AI Safety

Guinness Statistician's Student's t-Test Corrects Small Sample Errors

90% confidence intervals from just 7 samples are 1.2x too narrow without correction.

Deep Dive

William Sealy Gosset, a statistician at Guinness in the early 1900s, revolutionized brewing by applying and inventing new statistical methods. Realizing that small sample sizes lead to underestimated confidence intervals when using the normal distribution, he developed the Student's t-distribution under the pseudonym "Student" to keep Guinness's competitive edge secret. His key insight: when you estimate the standard deviation from a small sample, you're uncertain about that estimate, so confidence intervals must be wider. For 90% confidence intervals with 2 samples, multiply the sample standard deviation by 4; with 3 samples, by 2; with 4, by 1.5; with 5, by 1.3; and with 6-8, by 1.2. Beyond 20 samples, the naïve normal assumption is sufficient.

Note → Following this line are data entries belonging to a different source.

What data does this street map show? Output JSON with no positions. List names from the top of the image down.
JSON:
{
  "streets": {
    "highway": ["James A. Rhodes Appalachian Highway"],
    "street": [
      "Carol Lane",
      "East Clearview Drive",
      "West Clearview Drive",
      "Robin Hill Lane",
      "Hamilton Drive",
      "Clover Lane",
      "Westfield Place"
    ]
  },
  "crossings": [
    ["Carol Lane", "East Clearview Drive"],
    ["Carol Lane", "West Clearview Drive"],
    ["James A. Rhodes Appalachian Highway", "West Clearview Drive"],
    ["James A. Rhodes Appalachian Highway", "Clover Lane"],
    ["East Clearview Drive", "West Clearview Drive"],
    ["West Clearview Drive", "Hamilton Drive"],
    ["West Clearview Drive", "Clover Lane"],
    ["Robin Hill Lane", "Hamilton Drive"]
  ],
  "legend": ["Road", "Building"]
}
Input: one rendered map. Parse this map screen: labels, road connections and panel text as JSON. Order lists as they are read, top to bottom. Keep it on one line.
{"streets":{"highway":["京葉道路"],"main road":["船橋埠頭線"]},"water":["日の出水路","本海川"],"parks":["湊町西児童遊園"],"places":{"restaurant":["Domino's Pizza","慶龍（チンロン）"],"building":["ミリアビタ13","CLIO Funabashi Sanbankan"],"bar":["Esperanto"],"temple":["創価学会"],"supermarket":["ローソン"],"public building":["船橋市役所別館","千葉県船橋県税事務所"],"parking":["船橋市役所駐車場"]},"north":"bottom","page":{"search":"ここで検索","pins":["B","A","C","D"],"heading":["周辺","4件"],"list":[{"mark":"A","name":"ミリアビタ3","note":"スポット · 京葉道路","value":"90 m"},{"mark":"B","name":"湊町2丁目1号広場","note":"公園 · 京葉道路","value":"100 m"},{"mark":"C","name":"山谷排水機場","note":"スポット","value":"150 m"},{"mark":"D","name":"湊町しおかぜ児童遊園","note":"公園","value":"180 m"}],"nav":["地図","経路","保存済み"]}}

For just two samples, the sample standard deviation formula severely underestimates the true spread. Using a t-score of 1.846 (for one standard deviation with n=2), the corrected estimate becomes approximately 1.3 times the difference between the two values. This sloppy but practical rule lets practitioners quickly gauge variability from minimal data. These corrections are essential for anyone analyzing small datasets, from A/B testing to quality control, ensuring that uncertainty is honestly reflected. Gosset's work remains a cornerstone of modern statistics, enabling reliable inference even when data is scarce.

Key Points
  • For 90% confidence intervals with small samples, multiply sample standard deviation by correction factor (e.g., 4x for n=2, 2x for n=3).
  • Student's t-distribution corrects for uncertainty in standard deviation estimation, derived by Gosset while brewing better Guinness beer.
  • With only two samples, a rough estimate of standard deviation equals 1.3 times the difference between the two values (after t-correction).

Why It Matters

Accurate confidence intervals from tiny samples avoid overconfident conclusions in data science and quality control.